Collected data
= = = = = = =

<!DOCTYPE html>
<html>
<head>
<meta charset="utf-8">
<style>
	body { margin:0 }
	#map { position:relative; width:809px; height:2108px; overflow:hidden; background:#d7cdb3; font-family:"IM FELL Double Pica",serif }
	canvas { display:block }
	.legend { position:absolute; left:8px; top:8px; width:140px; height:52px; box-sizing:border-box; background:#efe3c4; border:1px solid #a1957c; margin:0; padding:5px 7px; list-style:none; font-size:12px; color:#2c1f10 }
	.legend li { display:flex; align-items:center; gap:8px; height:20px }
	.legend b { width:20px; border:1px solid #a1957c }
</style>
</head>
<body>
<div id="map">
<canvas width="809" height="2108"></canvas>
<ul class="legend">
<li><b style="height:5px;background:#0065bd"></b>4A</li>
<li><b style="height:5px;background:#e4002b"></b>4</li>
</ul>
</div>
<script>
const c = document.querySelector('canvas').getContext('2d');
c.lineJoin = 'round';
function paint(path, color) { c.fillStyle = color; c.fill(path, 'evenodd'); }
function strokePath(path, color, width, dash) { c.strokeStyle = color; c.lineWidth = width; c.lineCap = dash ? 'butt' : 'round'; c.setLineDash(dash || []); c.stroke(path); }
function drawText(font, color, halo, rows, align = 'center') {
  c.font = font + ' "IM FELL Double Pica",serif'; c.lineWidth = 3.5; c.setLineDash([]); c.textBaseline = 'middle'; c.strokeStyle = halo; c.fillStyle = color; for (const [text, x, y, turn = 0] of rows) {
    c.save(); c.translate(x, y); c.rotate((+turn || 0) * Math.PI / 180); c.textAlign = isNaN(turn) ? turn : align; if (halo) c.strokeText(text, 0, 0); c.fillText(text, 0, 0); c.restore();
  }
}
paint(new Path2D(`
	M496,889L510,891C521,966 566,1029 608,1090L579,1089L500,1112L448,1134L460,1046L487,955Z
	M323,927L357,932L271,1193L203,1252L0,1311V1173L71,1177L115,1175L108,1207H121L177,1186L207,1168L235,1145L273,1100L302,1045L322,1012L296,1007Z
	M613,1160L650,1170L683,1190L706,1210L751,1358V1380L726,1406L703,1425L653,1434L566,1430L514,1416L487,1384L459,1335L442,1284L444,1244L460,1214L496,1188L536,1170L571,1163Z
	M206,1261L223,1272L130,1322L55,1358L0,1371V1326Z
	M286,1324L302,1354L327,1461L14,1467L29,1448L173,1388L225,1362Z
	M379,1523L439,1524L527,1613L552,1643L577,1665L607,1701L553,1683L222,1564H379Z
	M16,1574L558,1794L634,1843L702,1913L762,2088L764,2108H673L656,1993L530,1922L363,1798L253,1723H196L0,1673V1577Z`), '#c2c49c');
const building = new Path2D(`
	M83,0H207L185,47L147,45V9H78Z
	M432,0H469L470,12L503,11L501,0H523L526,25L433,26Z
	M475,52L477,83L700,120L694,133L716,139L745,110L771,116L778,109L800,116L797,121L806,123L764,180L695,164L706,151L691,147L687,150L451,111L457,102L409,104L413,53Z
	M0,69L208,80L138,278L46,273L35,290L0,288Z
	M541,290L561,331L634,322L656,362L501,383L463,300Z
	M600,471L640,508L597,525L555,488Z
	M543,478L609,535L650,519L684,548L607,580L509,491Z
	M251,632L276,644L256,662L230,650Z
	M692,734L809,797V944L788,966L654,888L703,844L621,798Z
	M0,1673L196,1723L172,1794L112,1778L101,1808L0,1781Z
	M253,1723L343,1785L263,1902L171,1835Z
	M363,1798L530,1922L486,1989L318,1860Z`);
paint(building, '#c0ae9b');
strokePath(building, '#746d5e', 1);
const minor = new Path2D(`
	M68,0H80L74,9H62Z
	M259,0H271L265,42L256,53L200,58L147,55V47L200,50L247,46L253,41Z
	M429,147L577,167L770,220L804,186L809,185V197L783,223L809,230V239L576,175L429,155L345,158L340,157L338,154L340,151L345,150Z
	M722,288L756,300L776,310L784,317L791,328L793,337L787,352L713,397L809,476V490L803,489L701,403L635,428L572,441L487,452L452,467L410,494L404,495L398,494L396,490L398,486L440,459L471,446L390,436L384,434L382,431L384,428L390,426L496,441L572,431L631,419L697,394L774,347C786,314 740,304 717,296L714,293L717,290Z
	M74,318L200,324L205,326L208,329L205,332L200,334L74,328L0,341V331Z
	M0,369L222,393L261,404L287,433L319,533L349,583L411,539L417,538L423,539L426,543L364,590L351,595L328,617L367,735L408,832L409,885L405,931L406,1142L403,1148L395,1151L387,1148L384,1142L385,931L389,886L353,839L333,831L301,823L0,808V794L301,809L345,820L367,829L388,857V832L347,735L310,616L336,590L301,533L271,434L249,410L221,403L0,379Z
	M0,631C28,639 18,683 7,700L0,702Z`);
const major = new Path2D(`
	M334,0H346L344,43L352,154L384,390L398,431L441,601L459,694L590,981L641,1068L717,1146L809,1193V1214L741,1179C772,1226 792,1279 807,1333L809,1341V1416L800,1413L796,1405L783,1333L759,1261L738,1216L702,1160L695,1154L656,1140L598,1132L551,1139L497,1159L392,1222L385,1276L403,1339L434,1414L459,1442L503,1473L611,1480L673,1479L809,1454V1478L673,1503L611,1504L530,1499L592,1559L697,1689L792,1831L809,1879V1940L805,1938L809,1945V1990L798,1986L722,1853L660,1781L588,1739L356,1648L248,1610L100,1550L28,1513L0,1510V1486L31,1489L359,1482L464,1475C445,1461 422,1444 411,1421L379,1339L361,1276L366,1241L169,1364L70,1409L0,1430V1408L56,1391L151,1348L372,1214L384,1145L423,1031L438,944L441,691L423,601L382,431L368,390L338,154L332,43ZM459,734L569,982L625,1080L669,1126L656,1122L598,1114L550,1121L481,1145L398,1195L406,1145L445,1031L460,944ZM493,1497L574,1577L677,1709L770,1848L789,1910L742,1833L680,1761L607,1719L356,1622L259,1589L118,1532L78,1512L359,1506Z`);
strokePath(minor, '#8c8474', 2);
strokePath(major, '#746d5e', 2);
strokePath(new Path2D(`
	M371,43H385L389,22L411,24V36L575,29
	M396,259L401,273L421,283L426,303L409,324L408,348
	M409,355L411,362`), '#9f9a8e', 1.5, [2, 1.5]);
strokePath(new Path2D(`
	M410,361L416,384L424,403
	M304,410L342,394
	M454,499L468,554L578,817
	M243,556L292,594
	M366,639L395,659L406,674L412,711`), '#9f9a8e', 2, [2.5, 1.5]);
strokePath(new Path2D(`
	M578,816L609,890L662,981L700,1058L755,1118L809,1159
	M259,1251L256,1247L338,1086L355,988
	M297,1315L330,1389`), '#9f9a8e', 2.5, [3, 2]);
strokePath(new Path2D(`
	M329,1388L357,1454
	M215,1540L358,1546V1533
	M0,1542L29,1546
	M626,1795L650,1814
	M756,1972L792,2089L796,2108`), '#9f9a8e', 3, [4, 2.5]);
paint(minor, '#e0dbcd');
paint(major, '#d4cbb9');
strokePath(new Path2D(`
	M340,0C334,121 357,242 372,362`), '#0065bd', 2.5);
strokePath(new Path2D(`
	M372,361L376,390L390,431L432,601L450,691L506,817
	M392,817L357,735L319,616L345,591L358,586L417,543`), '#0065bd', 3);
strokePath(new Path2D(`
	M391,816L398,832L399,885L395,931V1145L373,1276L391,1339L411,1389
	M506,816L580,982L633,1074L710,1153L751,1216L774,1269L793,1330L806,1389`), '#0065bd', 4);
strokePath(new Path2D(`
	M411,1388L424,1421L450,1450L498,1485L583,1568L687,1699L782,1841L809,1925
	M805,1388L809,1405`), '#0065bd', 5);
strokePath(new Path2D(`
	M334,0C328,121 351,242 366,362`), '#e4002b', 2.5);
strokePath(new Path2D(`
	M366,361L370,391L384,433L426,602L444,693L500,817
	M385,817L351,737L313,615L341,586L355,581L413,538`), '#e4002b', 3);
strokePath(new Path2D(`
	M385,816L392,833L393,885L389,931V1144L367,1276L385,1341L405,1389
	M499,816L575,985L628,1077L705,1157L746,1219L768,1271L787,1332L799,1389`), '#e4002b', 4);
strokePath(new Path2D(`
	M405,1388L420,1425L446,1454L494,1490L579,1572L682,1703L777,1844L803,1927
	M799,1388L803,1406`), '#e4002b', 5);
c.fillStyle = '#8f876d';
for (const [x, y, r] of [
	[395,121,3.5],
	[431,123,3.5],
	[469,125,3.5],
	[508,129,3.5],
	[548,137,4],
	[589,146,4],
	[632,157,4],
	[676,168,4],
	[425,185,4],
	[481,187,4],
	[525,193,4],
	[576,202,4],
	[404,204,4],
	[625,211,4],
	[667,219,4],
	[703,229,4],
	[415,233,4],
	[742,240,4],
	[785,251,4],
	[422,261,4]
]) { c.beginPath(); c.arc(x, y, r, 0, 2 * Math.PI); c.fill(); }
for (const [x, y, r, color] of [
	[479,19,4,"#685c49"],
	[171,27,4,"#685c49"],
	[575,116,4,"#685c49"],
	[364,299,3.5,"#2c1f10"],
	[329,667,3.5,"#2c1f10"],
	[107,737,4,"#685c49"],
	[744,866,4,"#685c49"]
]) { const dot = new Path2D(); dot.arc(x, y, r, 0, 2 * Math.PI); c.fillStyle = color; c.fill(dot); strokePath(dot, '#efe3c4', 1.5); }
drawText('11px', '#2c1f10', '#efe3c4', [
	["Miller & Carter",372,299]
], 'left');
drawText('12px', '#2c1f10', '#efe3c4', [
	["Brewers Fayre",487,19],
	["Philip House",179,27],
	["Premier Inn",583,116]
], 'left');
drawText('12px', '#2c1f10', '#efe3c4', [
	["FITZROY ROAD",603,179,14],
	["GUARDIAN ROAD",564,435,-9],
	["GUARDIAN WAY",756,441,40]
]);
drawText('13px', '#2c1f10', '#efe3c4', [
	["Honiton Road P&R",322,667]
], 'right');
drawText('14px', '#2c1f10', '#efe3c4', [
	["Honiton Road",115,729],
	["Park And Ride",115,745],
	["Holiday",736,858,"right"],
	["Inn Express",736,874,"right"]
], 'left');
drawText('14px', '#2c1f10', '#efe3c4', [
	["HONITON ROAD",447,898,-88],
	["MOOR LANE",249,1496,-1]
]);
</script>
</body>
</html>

= = = = = = =

Task instructions:
Show the lines of the records that contain the word "const".

Response below:
const c = document.querySelector('canvas').getContext('2d');
  c.font = font + ' "IM FELL Double Pica",serif'; c.lineWidth = 3.5; c.setLineDash([]); c.textBaseline = 'middle'; c.strokeStyle = halo; c.fillStyle = color; for (const [text, x, y, turn = 0] of rows) {
const building = new Path2D(`
const minor = new Path2D(`
const major = new Path2D(`
for (const [x, y, r] of [
for (const [x, y, r, color] of [
]) { const dot = new Path2D(); dot.arc(x, y, r, 0, 2 * Math.PI); c.fillStyle = color; c.fill(dot); strokePath(dot, '#efe3c4', 1.5); }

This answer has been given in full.